Tag Archives: blind swordsman

Fight Scene Friday — “Zatoichi Challenged”

by Gabriel Valdez

Too often, we think the purpose of a fight is to best our opponent, to dominate, to prove we’re better. To win a fight best, however, is to not have to have it in the first place. There are times when it’s unavoidable, as in this scene from Zatoichi Challenged, but we have this idea that backing down, that begging, that reasoning is a cowardly option.

Zatoichi, the blind swordsman played by Shintaro Katsu in 26 films and a TV series, is not a samurai. He is legally restricted from carrying a katana. He carries a cane sword which breaks regularly. The character’s name is Ichi, his blindness at the time (in both the movie’s Edo Period and 1960s Japan) was considered a mental inferiority, and his rank within the society of the blind is the lowest possible: Zato. He is essentially a homeless wanderer.

Ichi often uses his place in society to linger and listen in on plots, villains barely even noticing someone who they consider inferior. He almost always ends up helping civilians who are being chased by gangsters or the government – often, there’s little difference between the two.

Japanese filmmaking after World War 2 was shaped by a cultural shame and self-judgment for blindly following Imperial edict into war, and – like many films of the time – it used historical drama to reflect on and criticize the attitudes that led them into unnecessary wars.

That brings us to Zatoichi Challenged and one of the most beautiful sword fights ever put to film. I can’t analyze the choreography as I often do because the sword styles at play are very different from what I’ve been trained in, but everything in the scene – the music, the sound, the franchise’s trademark underrated art design – frames this moment. Besides, it doesn’t rely on Ichi being the better swordsman, it relies on his being the better human being.

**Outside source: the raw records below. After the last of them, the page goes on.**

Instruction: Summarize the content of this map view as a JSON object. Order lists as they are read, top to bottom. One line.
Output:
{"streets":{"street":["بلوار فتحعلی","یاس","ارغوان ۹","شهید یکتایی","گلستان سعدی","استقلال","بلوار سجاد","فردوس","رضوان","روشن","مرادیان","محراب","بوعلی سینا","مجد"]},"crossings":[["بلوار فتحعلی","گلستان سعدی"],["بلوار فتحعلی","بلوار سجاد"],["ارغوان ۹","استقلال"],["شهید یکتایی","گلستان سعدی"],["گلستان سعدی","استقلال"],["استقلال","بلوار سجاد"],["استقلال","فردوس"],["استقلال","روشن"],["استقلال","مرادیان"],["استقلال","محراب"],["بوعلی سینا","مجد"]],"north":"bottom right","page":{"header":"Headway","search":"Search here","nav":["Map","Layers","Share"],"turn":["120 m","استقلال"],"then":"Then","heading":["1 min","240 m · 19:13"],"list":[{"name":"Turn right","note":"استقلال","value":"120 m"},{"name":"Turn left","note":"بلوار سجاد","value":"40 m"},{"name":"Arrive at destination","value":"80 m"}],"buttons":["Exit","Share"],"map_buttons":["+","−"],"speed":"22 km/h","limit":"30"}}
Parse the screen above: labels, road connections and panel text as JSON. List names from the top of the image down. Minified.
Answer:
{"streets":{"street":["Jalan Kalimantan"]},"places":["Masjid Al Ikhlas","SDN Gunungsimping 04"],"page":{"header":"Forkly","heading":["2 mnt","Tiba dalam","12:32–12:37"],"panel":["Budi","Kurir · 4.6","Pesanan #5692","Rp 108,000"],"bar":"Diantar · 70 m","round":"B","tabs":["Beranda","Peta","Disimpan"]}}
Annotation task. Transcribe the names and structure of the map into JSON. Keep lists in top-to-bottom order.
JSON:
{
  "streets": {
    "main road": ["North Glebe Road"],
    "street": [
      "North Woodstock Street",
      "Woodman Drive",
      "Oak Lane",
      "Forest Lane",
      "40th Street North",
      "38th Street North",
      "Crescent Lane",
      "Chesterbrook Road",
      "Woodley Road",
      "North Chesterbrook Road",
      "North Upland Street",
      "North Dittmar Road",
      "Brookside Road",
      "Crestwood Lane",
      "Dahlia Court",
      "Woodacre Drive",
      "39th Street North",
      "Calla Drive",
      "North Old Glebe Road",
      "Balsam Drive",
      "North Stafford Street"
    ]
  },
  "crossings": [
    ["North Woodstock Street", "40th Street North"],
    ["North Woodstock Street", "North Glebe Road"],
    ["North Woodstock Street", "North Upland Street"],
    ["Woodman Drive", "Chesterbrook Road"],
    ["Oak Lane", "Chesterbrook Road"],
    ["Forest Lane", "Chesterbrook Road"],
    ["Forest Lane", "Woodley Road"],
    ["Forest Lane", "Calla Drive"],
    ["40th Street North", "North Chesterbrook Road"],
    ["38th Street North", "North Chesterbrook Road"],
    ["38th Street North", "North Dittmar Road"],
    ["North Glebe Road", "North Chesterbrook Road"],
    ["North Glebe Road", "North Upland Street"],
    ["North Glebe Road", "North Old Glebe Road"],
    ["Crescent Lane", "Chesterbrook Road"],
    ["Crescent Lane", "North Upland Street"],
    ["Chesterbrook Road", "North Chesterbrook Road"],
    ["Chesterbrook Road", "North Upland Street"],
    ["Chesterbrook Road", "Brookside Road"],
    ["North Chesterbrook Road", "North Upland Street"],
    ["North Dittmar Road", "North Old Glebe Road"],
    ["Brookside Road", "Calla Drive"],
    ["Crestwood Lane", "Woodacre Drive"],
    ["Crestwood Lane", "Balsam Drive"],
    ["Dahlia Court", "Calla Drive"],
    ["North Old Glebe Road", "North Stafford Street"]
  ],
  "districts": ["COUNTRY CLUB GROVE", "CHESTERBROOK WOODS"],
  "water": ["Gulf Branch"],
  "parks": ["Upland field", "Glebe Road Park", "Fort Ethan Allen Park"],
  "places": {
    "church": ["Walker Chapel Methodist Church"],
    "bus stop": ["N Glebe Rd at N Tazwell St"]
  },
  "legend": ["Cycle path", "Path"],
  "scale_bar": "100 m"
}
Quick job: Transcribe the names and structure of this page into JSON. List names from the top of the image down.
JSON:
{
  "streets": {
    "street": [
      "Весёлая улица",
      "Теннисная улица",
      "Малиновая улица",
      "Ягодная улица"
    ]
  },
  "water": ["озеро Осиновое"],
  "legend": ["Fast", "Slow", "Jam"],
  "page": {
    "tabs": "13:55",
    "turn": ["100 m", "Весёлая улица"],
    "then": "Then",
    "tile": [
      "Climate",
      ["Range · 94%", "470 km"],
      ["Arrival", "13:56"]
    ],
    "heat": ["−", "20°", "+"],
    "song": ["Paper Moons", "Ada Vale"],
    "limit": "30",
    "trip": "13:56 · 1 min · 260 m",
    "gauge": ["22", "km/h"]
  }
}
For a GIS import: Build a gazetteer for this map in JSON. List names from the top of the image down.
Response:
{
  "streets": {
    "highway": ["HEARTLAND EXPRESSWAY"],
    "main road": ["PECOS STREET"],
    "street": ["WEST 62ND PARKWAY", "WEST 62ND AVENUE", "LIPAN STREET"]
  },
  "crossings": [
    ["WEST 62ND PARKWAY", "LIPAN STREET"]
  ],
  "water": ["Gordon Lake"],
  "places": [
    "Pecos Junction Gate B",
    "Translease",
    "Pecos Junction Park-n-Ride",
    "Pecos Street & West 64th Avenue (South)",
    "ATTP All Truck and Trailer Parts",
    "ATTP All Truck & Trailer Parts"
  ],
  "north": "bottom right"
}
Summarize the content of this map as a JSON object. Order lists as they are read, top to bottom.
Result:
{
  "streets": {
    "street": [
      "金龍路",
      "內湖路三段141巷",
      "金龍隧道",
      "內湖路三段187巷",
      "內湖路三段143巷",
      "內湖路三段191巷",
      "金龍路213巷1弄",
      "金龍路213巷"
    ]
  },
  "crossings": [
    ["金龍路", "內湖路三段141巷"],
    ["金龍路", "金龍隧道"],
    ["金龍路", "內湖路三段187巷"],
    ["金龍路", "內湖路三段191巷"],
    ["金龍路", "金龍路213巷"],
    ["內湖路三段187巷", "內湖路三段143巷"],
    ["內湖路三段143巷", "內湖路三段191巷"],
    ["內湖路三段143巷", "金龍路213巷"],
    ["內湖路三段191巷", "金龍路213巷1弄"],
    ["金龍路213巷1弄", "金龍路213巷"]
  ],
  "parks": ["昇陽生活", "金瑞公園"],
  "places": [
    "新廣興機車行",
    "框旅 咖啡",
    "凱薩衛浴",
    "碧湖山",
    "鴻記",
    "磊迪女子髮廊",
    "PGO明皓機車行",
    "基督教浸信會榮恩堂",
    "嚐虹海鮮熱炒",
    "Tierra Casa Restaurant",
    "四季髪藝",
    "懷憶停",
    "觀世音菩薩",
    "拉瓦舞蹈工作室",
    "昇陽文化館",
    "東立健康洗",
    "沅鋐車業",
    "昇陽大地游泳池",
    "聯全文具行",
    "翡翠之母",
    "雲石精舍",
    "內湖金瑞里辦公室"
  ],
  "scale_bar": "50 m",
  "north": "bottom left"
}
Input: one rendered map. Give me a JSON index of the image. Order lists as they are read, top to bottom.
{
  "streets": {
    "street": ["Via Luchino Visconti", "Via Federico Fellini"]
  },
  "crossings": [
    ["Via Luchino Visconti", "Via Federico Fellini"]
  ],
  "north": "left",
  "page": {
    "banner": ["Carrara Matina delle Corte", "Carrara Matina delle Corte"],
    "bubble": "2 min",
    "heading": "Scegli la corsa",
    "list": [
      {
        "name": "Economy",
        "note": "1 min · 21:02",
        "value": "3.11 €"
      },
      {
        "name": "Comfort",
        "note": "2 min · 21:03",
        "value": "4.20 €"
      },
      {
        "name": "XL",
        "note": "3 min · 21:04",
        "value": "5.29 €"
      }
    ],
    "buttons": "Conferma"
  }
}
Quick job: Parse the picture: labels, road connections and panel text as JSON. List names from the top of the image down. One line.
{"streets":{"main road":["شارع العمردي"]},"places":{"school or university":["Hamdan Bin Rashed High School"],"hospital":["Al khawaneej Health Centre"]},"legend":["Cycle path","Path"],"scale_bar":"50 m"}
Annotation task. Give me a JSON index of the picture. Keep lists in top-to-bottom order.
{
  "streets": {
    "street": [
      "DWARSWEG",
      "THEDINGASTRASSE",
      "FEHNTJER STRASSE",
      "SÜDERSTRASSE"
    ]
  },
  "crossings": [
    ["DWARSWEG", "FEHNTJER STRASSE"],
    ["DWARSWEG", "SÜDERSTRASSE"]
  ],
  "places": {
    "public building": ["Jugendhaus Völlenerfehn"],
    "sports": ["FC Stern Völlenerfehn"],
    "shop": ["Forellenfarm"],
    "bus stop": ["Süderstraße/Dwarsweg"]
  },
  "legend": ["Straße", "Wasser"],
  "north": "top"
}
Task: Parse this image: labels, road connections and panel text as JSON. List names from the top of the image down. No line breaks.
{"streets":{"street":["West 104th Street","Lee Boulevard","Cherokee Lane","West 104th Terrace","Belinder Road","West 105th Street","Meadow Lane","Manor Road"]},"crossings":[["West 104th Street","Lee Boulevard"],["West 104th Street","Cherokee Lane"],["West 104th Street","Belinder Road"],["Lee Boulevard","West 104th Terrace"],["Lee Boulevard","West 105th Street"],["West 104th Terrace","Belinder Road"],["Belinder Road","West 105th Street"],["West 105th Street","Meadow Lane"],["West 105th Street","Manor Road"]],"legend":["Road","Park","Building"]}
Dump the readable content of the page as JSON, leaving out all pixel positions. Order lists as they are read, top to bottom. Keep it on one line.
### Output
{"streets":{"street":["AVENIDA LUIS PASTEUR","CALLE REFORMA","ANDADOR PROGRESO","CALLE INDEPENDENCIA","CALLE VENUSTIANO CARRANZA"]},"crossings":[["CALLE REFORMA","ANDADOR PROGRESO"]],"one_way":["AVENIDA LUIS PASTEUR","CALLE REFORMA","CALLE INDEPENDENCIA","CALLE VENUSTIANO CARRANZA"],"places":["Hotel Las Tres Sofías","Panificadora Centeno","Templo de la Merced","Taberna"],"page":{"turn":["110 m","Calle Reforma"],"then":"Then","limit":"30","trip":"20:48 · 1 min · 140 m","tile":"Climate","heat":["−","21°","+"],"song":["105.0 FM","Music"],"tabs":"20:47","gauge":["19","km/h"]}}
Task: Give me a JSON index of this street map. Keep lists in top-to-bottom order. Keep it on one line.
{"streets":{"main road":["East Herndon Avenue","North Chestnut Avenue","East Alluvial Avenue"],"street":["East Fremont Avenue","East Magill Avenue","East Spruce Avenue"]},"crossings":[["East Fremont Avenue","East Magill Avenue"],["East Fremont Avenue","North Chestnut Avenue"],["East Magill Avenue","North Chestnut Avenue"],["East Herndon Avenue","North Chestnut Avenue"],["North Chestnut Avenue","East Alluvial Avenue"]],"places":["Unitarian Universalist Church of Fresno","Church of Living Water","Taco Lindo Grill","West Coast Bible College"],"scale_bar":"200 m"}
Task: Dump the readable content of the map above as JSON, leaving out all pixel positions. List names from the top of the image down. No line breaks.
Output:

Half the fights you face, you don’t win because you’re the better fighter. You win because you’re the better thinker, or the better diplomat, or the better actor, or the better comedian. You win because you can defuse the tension, or reframe the worth of a fight, or find that one unexpected response that makes someone else hesitate. And occasionally, very occasionally, you can win a fight in the most legendary of ways – you can be the better person. Don’t get me wrong, it’s risky. It won’t always be your smartest option, but the fights you do win that way? You will not ever have to fight them again.

By the way, The Criterion Collection has made their remastered editions of all the Zatoichi movies available for free on Hulu. I can’t recommend them highly enough. (If they come up out of order, they’re all marked sequentially.) They are thrilling, they are touching, and they are an absolutely essential piece of cinematic history.